EDITOR'S NOTE Color versions of Figures 1 and 11 may be seen in the online version of this article.
- Manuscript receivedMarch 6, 2012.
- Revised manuscript receivedMay 10, 2012.
- Revised manuscript receivedAugust 30, 2012.
- Final acceptanceOctober 3, 2012.
Anita Torabi is a senior researcher and a project leader at the Centre for Integrated Petroleum Research (Uni CIPR), Uni Research. She holds a Ph.D. in petroleum structural geology from the University of Bergen, Norway (2007). Her main research activities include the mechanism and mechanics of faulting, fault-related folding, and fluid flow in deformed reservoirs; CO2 storage underground; and diagenesis in fault zone.
Haakon Fossen joined the University of Bergen after several years as a structural geologist within exploration and production departments in Statoil. His current research interests include deformation of sandstones, rifting, and continental collisions. He holds a C.Sc. degree from the University of Bergen (1986) and a Ph.D. from the University of Minnesota (1992).
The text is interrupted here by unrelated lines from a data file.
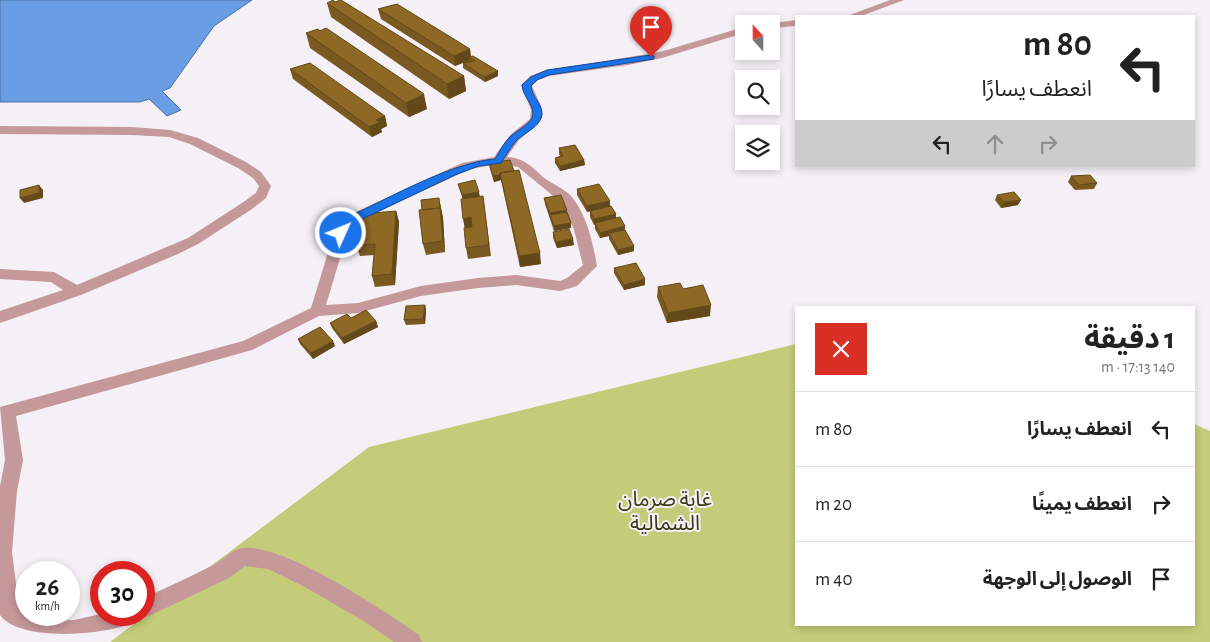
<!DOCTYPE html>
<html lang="ar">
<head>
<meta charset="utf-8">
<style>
  :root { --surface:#fff; --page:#f6f6f6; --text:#222; --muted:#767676; --line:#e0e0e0 }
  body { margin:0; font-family:"Alegreya Sans","Noto Sans Arabic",sans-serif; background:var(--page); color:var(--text); direction:rtl; height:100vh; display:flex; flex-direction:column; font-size:19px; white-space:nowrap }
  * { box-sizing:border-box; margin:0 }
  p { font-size:16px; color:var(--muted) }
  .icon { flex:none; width:28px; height:28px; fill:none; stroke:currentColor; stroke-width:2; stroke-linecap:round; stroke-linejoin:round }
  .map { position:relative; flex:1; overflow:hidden; direction:ltr }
  .details { position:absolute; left:795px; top:306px; width:400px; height:320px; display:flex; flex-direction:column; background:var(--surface); border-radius:0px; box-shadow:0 2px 8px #0003; direction:rtl }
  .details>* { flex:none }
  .top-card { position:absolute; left:795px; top:15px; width:400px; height:152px; border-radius:0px; box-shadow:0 2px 8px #0003; direction:rtl; background:#fff; color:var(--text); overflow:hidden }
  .needle { width:32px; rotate:339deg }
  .buttons { position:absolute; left:735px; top:15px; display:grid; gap:10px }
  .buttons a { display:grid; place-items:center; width:45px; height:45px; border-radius:0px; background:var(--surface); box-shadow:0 2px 8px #0003; font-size:25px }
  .speed { position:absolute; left:15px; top:561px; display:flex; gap:10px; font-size:25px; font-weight:700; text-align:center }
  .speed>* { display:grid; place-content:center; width:65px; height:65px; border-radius:50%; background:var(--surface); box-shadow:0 2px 8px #0003; line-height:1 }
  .speed small { font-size:12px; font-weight:400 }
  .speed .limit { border:8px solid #d22; background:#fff; color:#111 }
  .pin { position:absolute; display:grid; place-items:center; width:42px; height:42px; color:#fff; margin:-51px -21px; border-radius:50% 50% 50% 0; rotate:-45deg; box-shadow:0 0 5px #0007 }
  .pin .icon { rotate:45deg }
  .me { position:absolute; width:55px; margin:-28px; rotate:46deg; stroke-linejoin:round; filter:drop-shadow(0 0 4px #0008) }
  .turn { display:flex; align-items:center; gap:18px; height:105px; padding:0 20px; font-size:22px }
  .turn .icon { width:65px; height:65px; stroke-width:2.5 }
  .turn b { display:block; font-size:35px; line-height:42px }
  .lanes { display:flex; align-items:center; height:48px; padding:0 20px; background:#0003; justify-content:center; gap:25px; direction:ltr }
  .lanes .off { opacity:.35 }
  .round { display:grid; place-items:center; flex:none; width:52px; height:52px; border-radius:0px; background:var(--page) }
  .summary { display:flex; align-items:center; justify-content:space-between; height:85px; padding:0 20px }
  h1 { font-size:30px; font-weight:700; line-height:38px }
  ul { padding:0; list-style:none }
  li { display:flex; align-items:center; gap:15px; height:75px; padding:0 20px; border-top:1px solid var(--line) }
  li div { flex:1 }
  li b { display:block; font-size:19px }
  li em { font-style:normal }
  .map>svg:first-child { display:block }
</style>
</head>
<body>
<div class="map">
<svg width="1210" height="642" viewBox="0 0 1210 642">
  <rect width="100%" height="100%" fill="#f4f0f5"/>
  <!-- green -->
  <path fill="#c4cc79" d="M796,344V625H1194V424L1210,431V642H110L369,447Z"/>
  <!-- water -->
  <path fill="#699de4" stroke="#4f73a6" d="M0,0H252L214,26L170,88L162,91L181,110L167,116L149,99L140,102H0Z"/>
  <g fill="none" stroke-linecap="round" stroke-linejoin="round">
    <!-- minor -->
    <path fill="#c5989a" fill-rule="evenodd" d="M890,0H904L861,16H847Z
      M796,20V26L771,28V24H767Z
      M744,27V33L662,58L628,65L549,76L538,80L532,86L541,106L542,117L538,124L519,140L507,157C524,158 531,166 543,177C551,183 561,187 569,194C586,211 593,243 597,266L577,286L560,291L516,285L478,288L421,296L358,313L319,316L252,350L16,416L23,460L17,491L12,552L19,608L27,617L44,621L74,620L101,614L144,615V598C167,587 190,577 213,565C222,561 232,549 243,548C285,544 383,610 419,635L422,642H394L365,622L305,587L268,569L245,566L229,578L151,615L144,618L139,616L136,622C103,636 19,642 0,615V486L5,460L0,407L243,341L311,308L334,233L345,224L349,215L462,163L494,157L510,135L530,119L531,110L521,85L530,76L543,71L660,52ZM501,164L518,167L563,204L574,230L583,265L567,278L560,281L516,275L478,278L421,286L358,303L326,305L347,235L355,230L359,221L470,169Z
      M0,126L132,127L170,130L198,138L246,162L261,172L271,186L266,198L252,209L198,244L178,254L81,295L0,323V311L63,290L51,282L0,279V269L54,272L77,285L188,238L242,203L256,193L259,186L253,178L238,168L190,144L169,137L132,135L0,134Z"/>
  </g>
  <!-- wall -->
  <path fill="#7a5920" d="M327,3L464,76L466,91L449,99L331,17Z
    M378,9L470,49L471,57L498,71V76L485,82L463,68V63L455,66L381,19Z
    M306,33L427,109L409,117L310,48Z
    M290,69L385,116L387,126L381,129L382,132L372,137L293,79Z
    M559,148L584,160L585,165L560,171L555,163V158L560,156L559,154Z
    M510,160L541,264L520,267L501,180L494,182L490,169L489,163Z
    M1071,176L1097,183L1094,189L1075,190L1068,182Z
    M458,184L480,197L483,196L491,256L468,259L466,248L463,199Z
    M577,189L610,201V206L616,214V218L625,230L634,246V251L618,255L609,239V236L600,238L595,229V224L594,225L590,217V211L587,212L577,195Z
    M997,195L1018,205L1001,208L995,200Z
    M544,198L567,212L571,223V228L554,231L545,204Z
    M440,203L443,218L445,252L426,255L423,244L422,210Z
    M396,211L399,222L395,285L375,287L372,276L374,255L360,256L356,245Z
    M553,232L574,245L557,248L553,238Z
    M614,268L645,285L624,290L614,273Z
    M658,287L683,289L710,316L667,323L657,297Z
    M425,305L426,310L425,324L406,325L404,320Z
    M376,321L378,327L344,344L332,328L330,323Z
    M298,339L335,346L313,359L300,344Z"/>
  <!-- shaded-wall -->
  <path fill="#63491a" d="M470,49L471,59L469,57V60L455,66L454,56Z
    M498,71V76L485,82L484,77Z
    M464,76L466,91L449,99L447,84Z
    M424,94L427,109L409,117L406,103Z
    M385,116L387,126L381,129L382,132L372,137L369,127L376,120Z
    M584,160L585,165L560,171V166Z
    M500,175L501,180L494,182L493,176Z
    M39,185L43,190V198L24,203L20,198Z
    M479,192L480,197L463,201L462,195Z
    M439,198L443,218L445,252L443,241Z
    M1021,200L1018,205L1001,208L1004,202Z
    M610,201V206L587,212V206Z
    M567,210V216L550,215V219V213Z
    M396,211L399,222L395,285L392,274Z
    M616,214V219L594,225V219Z
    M471,217L472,228L465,229L463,219Z
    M571,223V228L554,231V226Z
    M625,226V232L609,233V236L600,238V233Z
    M573,239L574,245L557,248L556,242Z
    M634,246V251L618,255V250Z
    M540,253L541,264L520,267L519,256Z
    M645,279V285L624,290V285Z
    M425,305L426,310L425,324L423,319Z
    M711,305L710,316L667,323L668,313Z
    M376,321L378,327L344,344L342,338Z
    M333,341L335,346L313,359L311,353Z"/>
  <!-- building -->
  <path fill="#8e6825" stroke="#63491a" d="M333,0L335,2L341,0L464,76L447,84L327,3Z
    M397,4L470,49L454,56L378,9Z
    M326,28L424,94L406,103L306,33L318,29L320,31Z
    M473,56L498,71L484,77L463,63L475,61L469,57Z
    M310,63L385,116L376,120L380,122L369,127L290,69Z
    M575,145L584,160L560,166L555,158L563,156L559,148Z
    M510,160L514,171L500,173V175L493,176L489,163Z
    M519,170L540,253L519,256L500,173Z
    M1090,175L1097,183L1079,185L1071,176Z
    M475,180L479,192L462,195L458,184Z
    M599,184L610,201L587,206L577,189Z
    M39,185V193L20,198V190Z
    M1014,192L1021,200L1004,202L997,195Z
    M561,195L567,210L550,213L544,198Z
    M483,196L489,245L466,248L464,228L472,227L471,217L463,219L461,199Z
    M439,198L440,208L422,210L421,200Z
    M611,206L616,214L594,219L590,211Z
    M440,208L443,241L423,244L419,210Z
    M396,211L392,274L372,276L375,244L356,245L360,214Z
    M567,212L571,223L554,226L550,215Z
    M620,217L625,226L600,233L595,223Z
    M569,229L573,239L556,242L553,232Z
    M625,230L634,246L618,250L609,233Z
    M636,263L645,279L624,285L614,268Z
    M680,283L683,289L703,285L711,305L668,313L658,287Z
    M425,305L423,319L404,320L406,306Z
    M366,310L376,321L342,338L330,323L347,314L351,318Z
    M320,327L333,341L311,353L298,339Z"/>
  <!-- route -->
  <path fill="#1a73e8" stroke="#114b97" d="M651,55L654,56V59L549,75L537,80L531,86C532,98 543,104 542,115C540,127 524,133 517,140C511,146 506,156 501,163L479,166L455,175L358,221C354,228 348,238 338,235L336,233L346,225L350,216C392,197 450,163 495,159C500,151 504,142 511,136C517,130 532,124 533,114C533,103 523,97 522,85L531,77L547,70Z"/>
  <g text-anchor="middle" stroke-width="4" stroke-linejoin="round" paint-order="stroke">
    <!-- near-park labels -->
    <g font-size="21" fill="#383b13" stroke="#f4f0f5">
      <text x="665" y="506">غابة صرمان<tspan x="665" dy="24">الشمالية</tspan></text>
    </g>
  </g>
</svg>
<div class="buttons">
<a><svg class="needle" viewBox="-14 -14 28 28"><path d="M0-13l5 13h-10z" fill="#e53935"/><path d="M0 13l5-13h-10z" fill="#767676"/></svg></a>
<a><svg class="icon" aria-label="search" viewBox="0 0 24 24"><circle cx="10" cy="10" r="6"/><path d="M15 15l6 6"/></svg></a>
<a><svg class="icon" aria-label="layers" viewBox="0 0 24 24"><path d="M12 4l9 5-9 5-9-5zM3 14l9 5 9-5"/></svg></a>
</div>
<div class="speed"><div>26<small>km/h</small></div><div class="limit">30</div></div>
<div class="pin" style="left:651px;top:57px;background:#d93025"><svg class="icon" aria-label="arrive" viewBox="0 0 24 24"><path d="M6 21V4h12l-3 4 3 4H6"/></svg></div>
<svg class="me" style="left:341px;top:233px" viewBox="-20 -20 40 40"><circle r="17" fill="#1a73e8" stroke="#fff" stroke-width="3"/><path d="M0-11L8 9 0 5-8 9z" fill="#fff"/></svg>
<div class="top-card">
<div class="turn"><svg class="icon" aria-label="left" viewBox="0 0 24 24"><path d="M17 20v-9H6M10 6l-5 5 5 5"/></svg><div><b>80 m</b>انعطف يسارًا</div></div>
<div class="lanes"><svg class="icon" aria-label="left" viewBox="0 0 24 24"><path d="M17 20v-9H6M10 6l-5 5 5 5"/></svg><svg class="icon off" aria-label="ahead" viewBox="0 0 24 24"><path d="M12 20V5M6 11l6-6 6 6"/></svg><svg class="icon off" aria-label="right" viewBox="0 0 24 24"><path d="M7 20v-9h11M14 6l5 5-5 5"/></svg></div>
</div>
<section class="details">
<div class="summary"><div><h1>1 دقيقة</h1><p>140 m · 17:13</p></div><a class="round" style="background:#d93025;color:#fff"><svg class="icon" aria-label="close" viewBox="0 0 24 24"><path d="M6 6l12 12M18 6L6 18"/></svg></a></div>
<ul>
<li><svg class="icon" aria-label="left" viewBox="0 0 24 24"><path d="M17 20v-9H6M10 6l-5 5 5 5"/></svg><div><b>انعطف يسارًا</b></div><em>80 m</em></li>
<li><svg class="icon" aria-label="right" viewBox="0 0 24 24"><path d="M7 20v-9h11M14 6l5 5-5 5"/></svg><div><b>انعطف يمينًا</b></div><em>20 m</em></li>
<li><svg class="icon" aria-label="arrive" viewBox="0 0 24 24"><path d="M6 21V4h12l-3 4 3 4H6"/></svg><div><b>الوصول إلى الوجهة</b></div><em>40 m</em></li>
</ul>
</section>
</div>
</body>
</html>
Alvar Braathen works as a structural geologist for the University Centre in Svalbard, following years at the Centre for Integrated Petroleum Research, University of Bergen, and the Geological Survey of Norway. His current research covers sedimentary basin development, with a focus on fault and fracture characteristics. He holds C.Sc. (1991) and D.Sc. (1994) degrees from the University of Tromsø, Norway.